Gov. Charlie Crist (I-FL) is seeing to it that no matter how much the Gulf spill impacts Florida beaches, BP oil will coat the politics of the three-way Florida Senate race this summer.

Last week, Crist called a rare special session of the state legislature to consider a complete ban on offshore oil exploration in Florida waters, a move that would require a constitutional amendment Crist wants to put on the November ballot for voters to consider.

Crist says he’s in favor of the ban, a reversal from his past support of offshore drilling in Florida. He says that the shift is due to the scope of the BP spill, which Crist has been talking about for weeks now as tar balls have made their way to the Florida coast. But Crist’s political opponents — the most vocal of them Republicans — say that concern about winning the Senate race in November is more responsible for Crist’s change of heart than the spill is.

The logic makes sense: if Crist can get a measure banning offshore drilling on the ballot (something local experts say is anything but a sure thing) he could boost turnout among Democratic voters who are more likely to favor a ban. While in theory that would be a boon to his Democratic opponent in the Senate race, Rep. Kendrick Meek, Crist has run to the left ever since Marco Rubio chased him out of the Republican primary and is widely expected to seek victory in the race with the help of Democratic voters.
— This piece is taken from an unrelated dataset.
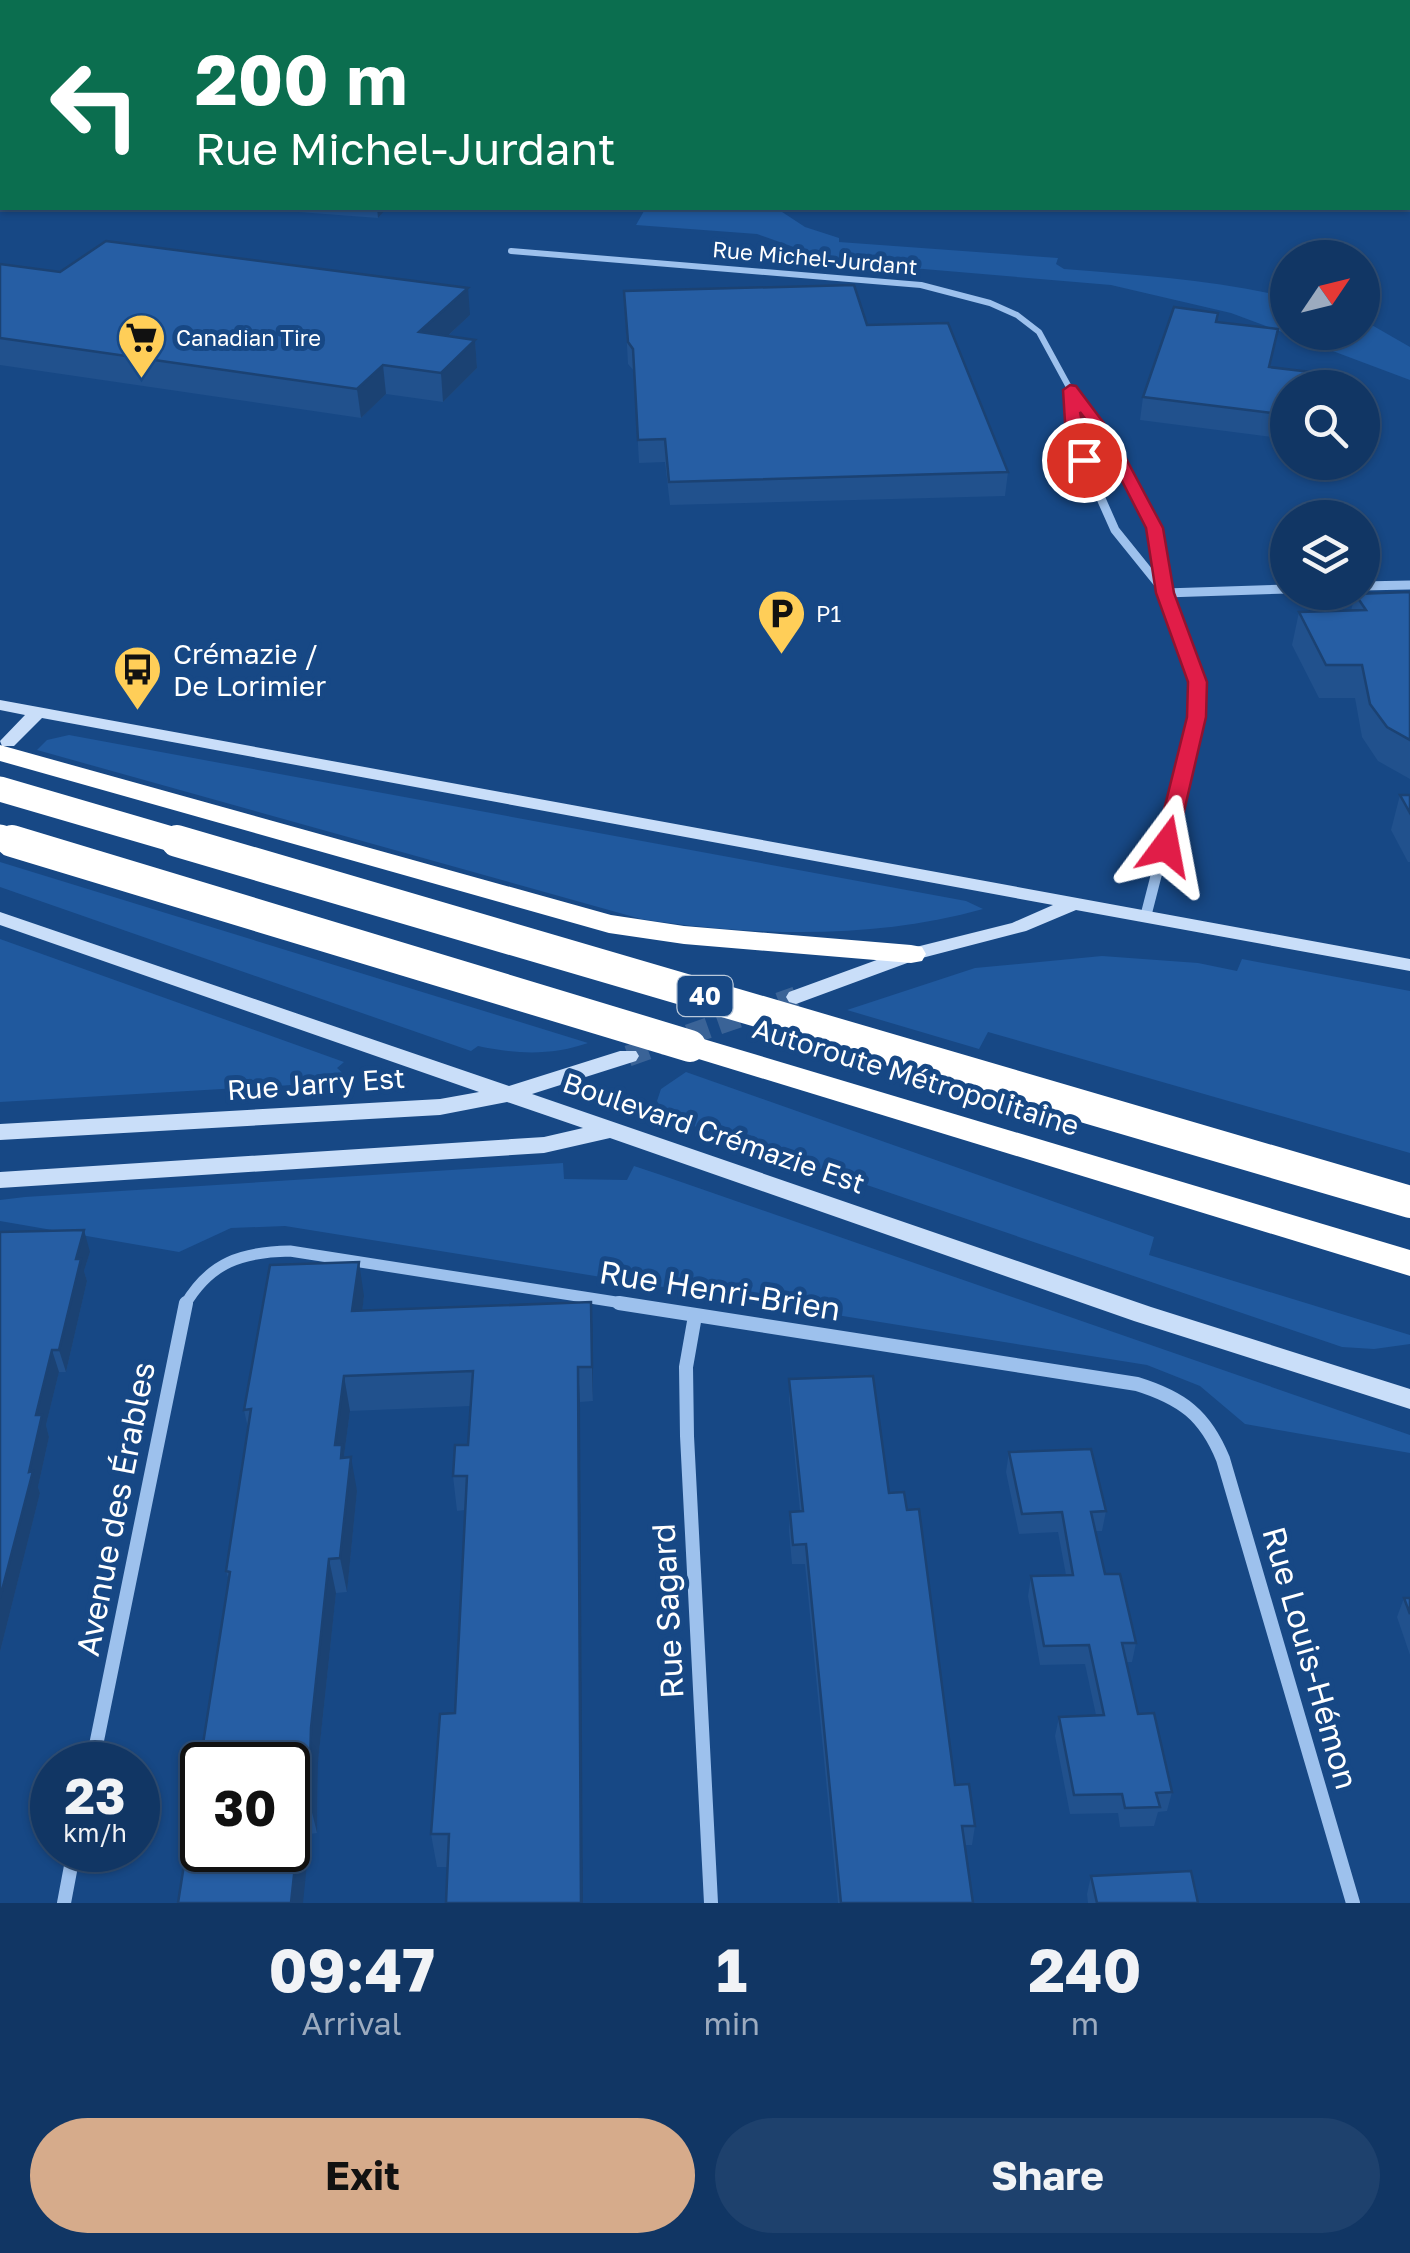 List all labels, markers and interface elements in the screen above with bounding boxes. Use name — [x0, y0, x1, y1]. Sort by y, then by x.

For his part, Crist says that he’s just striking while the iron is hot and covered in black sludge. “I feel a compelling duty to protect Florida,” Crist told reporters at the press conference last week announcing the special session, which he is calling against the will of the Republicans who control both houses of the state legislature. “I’m going to be governor for about six more months, and I think I wouldn’t be doing my duty as governor if I did not call for this special session.”

At the very least, the special session keeps oil front-and-center in Florida politics for the summer, which acts as a kind of automatic profile-booster for Crist — who as sitting Governor is the man most likely to get free press when the oil spill becomes the news. His opponents in the Senate race certainly see the upside for Crist, and have spent the past few days eviscerating him for calling the session.

The Rubio campaign has “pulled out all the stops,” as the Orlando Sentinel noted. So far, the campaign has called the special session a “political photo-op” and has suggested that nothing will come of it except a waste of taxpayer money.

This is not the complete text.